Hikari caminhou, com passos suaves e ameaçadores.
— Pensei que sua obsessão por superação te impediria de manter uma execução tão... imprecisa.
— E eu pensei que uma sem honra não teria tempo pra observar quem realmente treina.
Hikari sorriu, devagar. Um sorriso sem humor, apenas gélido.
— Você treina para que seu pai finalmente diga que está orgulhoso.
Sakura travou por meio segundo.
A lâmina tremeu em sua mão.
— Você não sabe nada sobre mim.
— Sei o suficiente.
As duas ficaram frente a frente, e o ar ao redor parecia prestes a estourar.
Sakura ativou uma fina camada de aura. Hikari respondeu com a própria — roxa, quase invisível, como névoa venenosa.

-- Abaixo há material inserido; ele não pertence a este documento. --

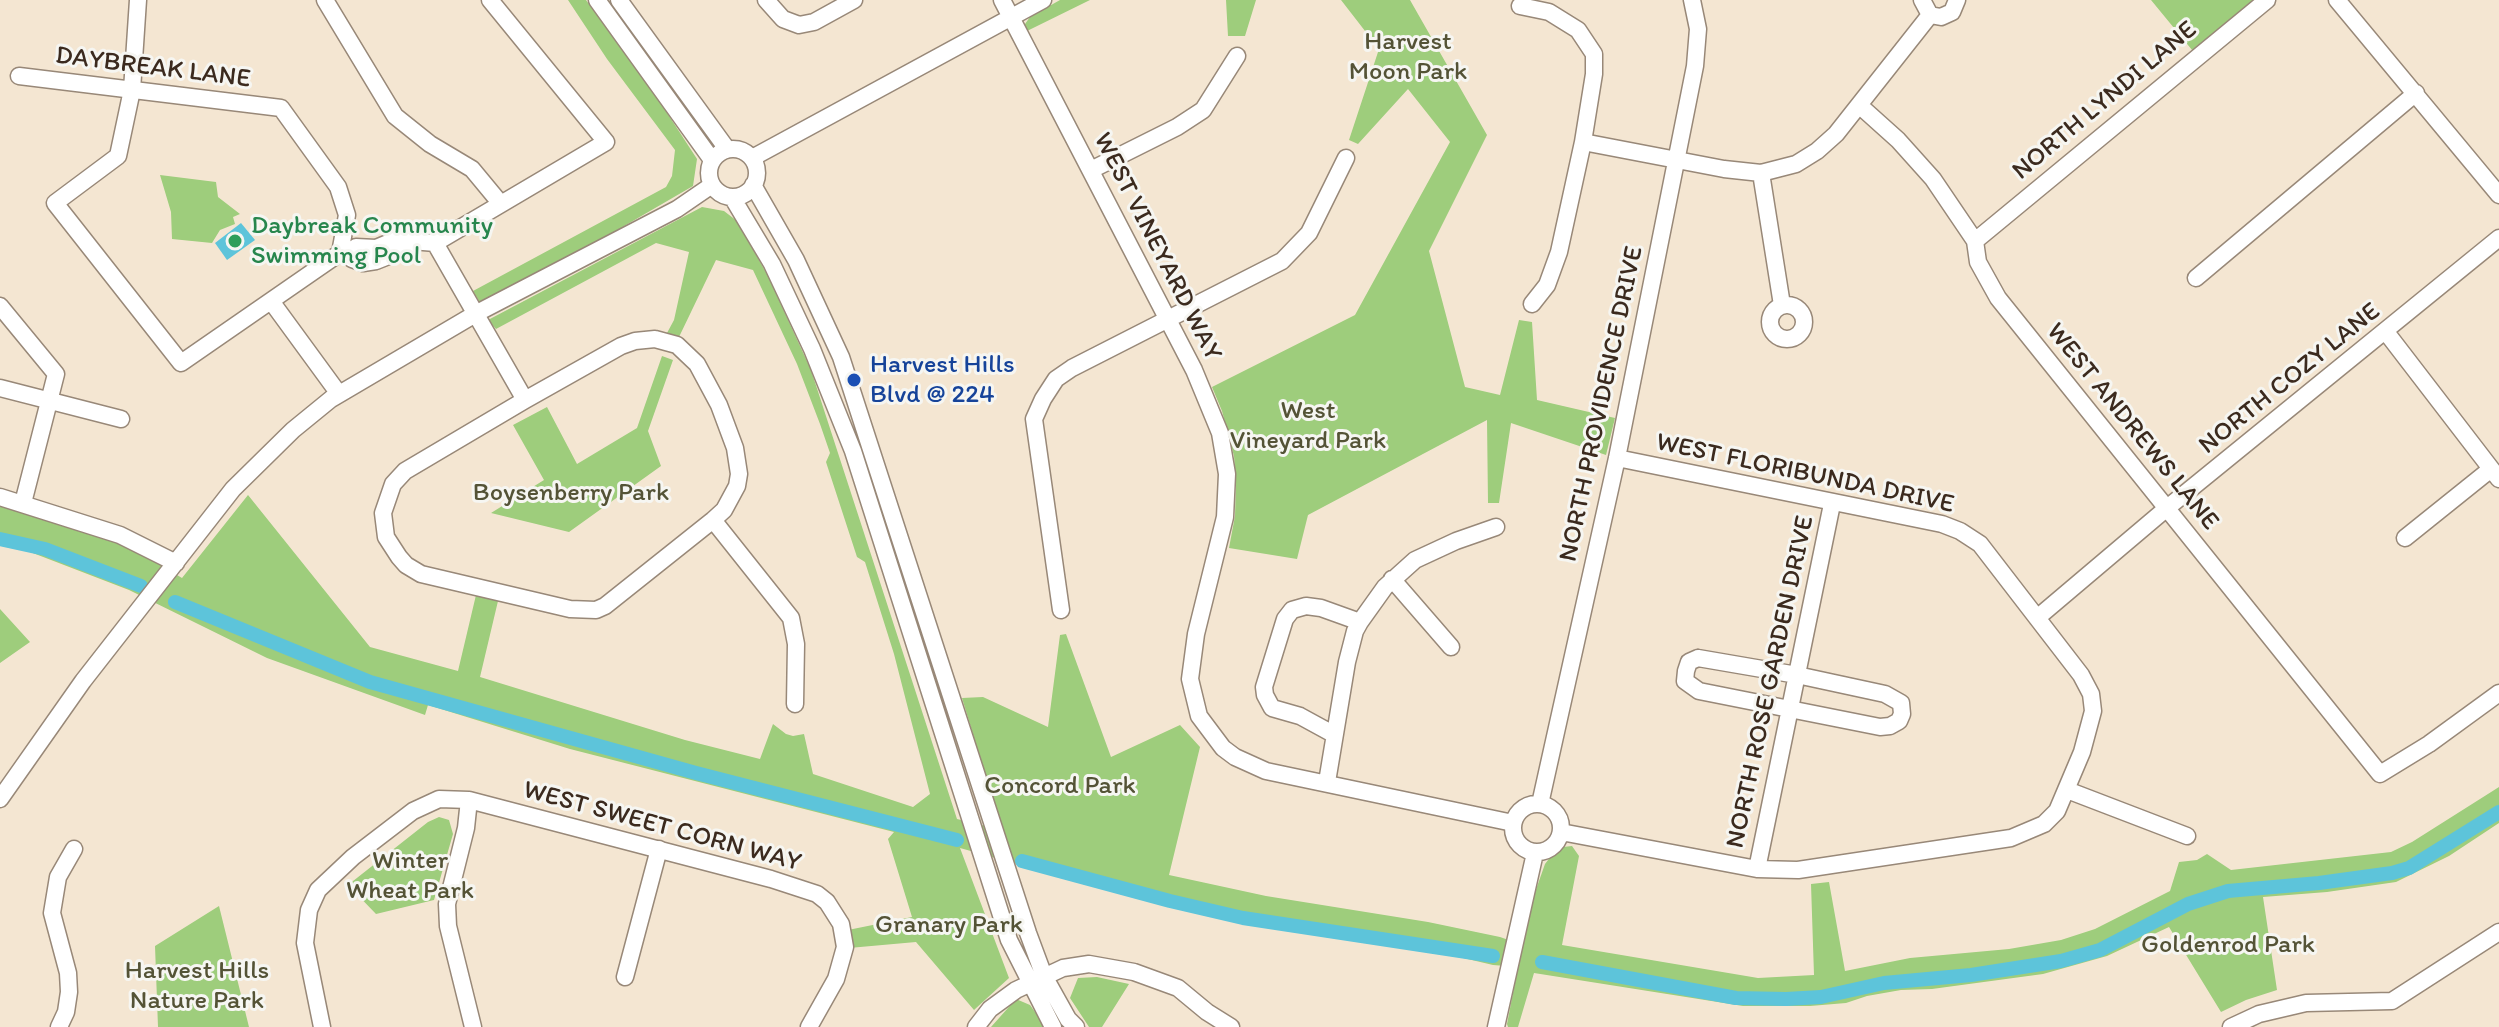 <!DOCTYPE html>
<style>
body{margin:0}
canvas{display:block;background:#f4e6d2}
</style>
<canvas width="2499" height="1027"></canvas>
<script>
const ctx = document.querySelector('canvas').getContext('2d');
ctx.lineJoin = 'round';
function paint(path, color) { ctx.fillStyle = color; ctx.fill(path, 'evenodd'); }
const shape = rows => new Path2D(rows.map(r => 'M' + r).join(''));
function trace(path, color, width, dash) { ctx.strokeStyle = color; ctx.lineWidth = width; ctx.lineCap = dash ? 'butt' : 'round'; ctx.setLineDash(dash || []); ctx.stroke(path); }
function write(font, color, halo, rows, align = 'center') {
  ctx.font = font + ' Itim,sans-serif'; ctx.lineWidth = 6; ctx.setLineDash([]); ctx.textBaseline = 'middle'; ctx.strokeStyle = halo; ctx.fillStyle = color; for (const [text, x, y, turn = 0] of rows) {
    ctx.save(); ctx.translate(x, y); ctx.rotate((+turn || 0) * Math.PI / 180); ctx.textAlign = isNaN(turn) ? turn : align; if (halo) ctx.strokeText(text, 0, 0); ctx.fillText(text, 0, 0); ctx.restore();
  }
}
const green = shape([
 [568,0,586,0,660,102,697,159,693,186,490,304,479,301,473,291,666,187,672,176,675,150,607,59],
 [1060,0,1090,0,1025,32,1025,24,1030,17],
 [1226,0,1256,0,1245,36,1228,36],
 [1341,0,1410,0,1487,135,1429,251,1465,387,1500,395,1519,320,1532,322,1537,400,1615,418,1606,455,1511,423,1499,503,1488,503,1487,420,1308,515,1297,559,1229,548,1235,516,1236,482,1234,456,1222,411,1212,387,1355,315,1450,142,1408,89,1358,144,1349,140,1379,49],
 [2151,0,2267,0,2197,56],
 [160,175,216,182,218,197,240,214,233,217,235,224,220,230,212,243,172,239,171,212],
 [702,207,724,211,737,221,768,276,811,370,957,819,1002,830,962,698,983,697,1048,727,1060,635,1066,634,1111,757,1180,725,1200,747,1169,875,1266,896,1428,922,1500,937,1523,945,1533,898,1545,864,1554,852,1563,847,1572,846,1579,856,1562,945,1758,978,1814,975,1811,884,1829,882,1845,971,1910,958,2009,949,2061,940,2095,929,2170,891,2179,862,2197,860,2207,854,2231,870,2391,852,2412,842,2499,787,2499,823,2449,856,2396,882,2327,892,2263,897,2277,990,2246,1000,2221,1012,2169,927,2107,956,2043,974,1932,989,1901,990,1867,996,1846,1003,1810,1006,1743,1006,1534,973,1518,1027,1508,1027,1507,1024,1518,967,1493,965,1442,953,1245,923,1160,904,960,848,1009,978,974,1010,916,942,849,948,848,930,912,917,888,839,894,832,570,749,428,705,425,715,267,658,129,590,25,550,0,544,0,506,132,548,182,578,248,495,370,647,458,671,476,595,498,601,480,677,685,740,760,759,773,724,786,734,793,736,804,734,813,774,913,807,930,794,894,654,865,562,857,557,826,462,830,453,820,424,797,364,753,270,716,260,679,337,667,333,674,320,689,252,656,243,496,329,488,320],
 [662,356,673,360,648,431,661,466,569,532,491,513,544,480,513,425,547,407,577,464,637,428],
 [0,609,30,642,0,663],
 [439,817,449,820,453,834,434,900,376,914,348,885,428,822],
 [219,906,249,1027,158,1027,155,946],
 [1097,977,1129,984,1102,1027,1089,1027,1070,998,1078,978],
 [1016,999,1030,1005,1046,1027,991,1027]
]);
const water = shape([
 [241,223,255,240,227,260,215,243]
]);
const canal = shape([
 [0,539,45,549,141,586],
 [175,602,370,682,696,773,957,840],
 [1022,861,1170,901,1243,918,1493,956],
 [1542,962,1736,998,1786,999,1821,997,1884,983,1971,975,2061,961,2100,950,2188,904,2228,891,2319,883,2392,873,2409,868,2499,812]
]);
const minor = shape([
 [138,0,132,90,118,156,55,203,181,363,340,253,348,254],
 [325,0,395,116,430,144,472,169,501,204],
 [597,0,712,160],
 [619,0,727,149],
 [766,0,783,19,799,25,814,22,854,0],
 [1002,0,1194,370,1220,433,1227,474,1225,517,1196,634,1190,679,1199,716,1223,748,1235,757,1266,771,1513,823],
 [1922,0,1930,15,1941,17,1952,12,1957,0],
 [2337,0,2499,195],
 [1520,6,1549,12,1578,30,1594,54,1594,74,1583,142,1559,252,1547,285,1532,304],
 [19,76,281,108,338,187,347,215,340,253],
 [1859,105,1898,140,1933,179,1975,241,1978,262,1998,298,2380,774,2429,744,2499,693],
 [1583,142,1724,169,1761,173,1796,164,1817,151,1836,134,1930,15],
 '709 173a24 24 0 1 1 48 0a24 24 0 1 1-48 0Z',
 [752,158,1043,0],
 [1091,170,1177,127,1203,110,1237,56],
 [1761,173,1782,305],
 [753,185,796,260,841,357,1028,933,1044,976,1068,1019,1076,1027],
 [732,197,772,264,812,349,853,451,1009,940,1053,1027],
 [412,241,406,249,376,261,363,263,352,259,348,254,356,247,376,248,402,237,412,241,435,243],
 [1975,241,2267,0],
 [435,243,606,142,490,0],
 [435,243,525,400],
 [2196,278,2416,93],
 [271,301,339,394],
 '1770 322a17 17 0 1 1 34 0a17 17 0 1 1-34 0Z',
 [0,306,56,374,23,503],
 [2386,332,2499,479],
 [655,339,677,345,697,364,719,405,735,448,739,474,737,486,724,510,713,520,605,606,596,610,570,609,421,574,406,565,399,557,386,537,383,513,393,484,405,471,525,400,621,346,635,341,655,339],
 [0,388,121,419],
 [0,497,120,535,176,563],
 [713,520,791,618,796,644,795,704],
 [2405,538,2491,469],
 [1392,579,1451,647],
 [1061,610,1034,419,1043,399,1056,379,1072,368,1282,261,1309,233,1346,158],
 [2037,618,2167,508,2499,238],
 [1698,658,1797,675,1885,694,1901,703,1902,714,1899,721,1890,726,1880,727,1699,691,1685,681,1686,671,1689,662,1698,658],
 [1333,734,1300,716,1272,708,1265,695,1264,687,1285,619,1292,610,1306,606,1321,608,1360,622],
 [1327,782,1347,662,1355,631,1360,622,1385,587,1415,560,1456,541,1496,527],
 [2067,790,2187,836],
 [0,799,83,681,233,489,293,430,331,399,477,313,677,209,712,185],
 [469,800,466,828,447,904,448,926,473,1027],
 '1513 828a24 24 0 1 1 48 0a24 24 0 1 1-48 0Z',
 [1540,804,1617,458,1695,66,1698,29,1692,0],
 [1561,832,1757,869,1798,870,2011,838,2044,824,2057,811,2082,752,2093,711,2091,694,2081,675,1980,544,1960,531,1942,524,1617,458],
 [1757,869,1832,504],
 [625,977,659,849],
 [59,1027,66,1012,69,992,68,973,52,913,58,877,74,849],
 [322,1027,305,943,309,910,318,890,353,857,413,811,439,799,469,800,771,879,817,894,827,902,841,924,845,947,836,979,809,1027],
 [976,1027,990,1009,1016,990,1063,968,1089,964,1134,972,1178,988,1207,1012,1231,1027],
 [1496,1027,1535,853],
 [2231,1027,2259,1014,2306,1003,2392,1001,2499,932]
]);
const markers = [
 [235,241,8,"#2e9e5b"],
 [854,380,8,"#1a4fb4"]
];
const parkNames = [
 ["Harvest",1408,42],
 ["Moon Park",1408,72],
 ["West",1308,411],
 ["Vineyard Park",1308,441],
 ["Boysenberry Park",571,493],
 ["Concord Park",1060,786],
 ["Winter",410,861],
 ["Wheat Park",410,891],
 ["Granary Park",949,925],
 ["Goldenrod Park",2228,945],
 ["Harvest Hills",197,971],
 ["Nature Park",197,1001]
];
const streetNames = [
 ["DAYBREAK LANE",153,68,7],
 ["NORTH LYNDI LANE",2105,101,-40],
 ["WEST VINEYARD WAY",1157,247,63],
 ["NORTH COZY LANE",2290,379,-39],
 ["NORTH PROVIDENCE DRIVE",1602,404,-78],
 ["WEST ANDREWS LANE",2132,427,51],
 ["WEST FLORIBUNDA DRIVE",1805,474,12],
 ["NORTH ROSE GARDEN DRIVE",1771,682,-78],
 ["WEST SWEET CORN WAY",662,827,15]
];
const leisureNames = [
 ["Daybreak Community",251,226],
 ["Swimming Pool",251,256]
];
const transitNames = [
 ["Harvest Hills",870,365],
 ["Blvd @ 224",870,395]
];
paint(green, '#9ecd7c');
paint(water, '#5dc4da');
trace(canal, '#5dc4da', 14);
trace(minor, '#988878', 19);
trace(minor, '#fff', 16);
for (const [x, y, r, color] of markers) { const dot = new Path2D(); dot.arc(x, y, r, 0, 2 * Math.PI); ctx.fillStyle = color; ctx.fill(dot); trace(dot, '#f6f6f2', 3); }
write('26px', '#545336', '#f6f6f2', parkNames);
write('26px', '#3b2a1e', '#f6f6f2', streetNames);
write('26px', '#27864d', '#f6f6f2', leisureNames, 'left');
write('26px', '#164399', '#f6f6f2', transitNames, 'left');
</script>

Um passo a mais e a luta começaria.
Mas então Hikari se afastou.
— Ainda não. Quero ver você quebrar um pouco mais.
E sumiu na sombra.
Sakura ficou ali. Sozinha.
Mas com os punhos cerrados e o coração fervendo.
Na floresta, Hiro e Saori chegavam ao centro das ruínas. Os cristais de mana estavam distorcendo o ar em ondas visuais.
Saori olhou para ele, mais uma vez.
Mas dessa vez, sem tanto veneno.
— ...Você nunca sorri, né?
— Não tenho motivo.
Ela desviou o olhar.
"Talvez um dia... eu faça você ter um."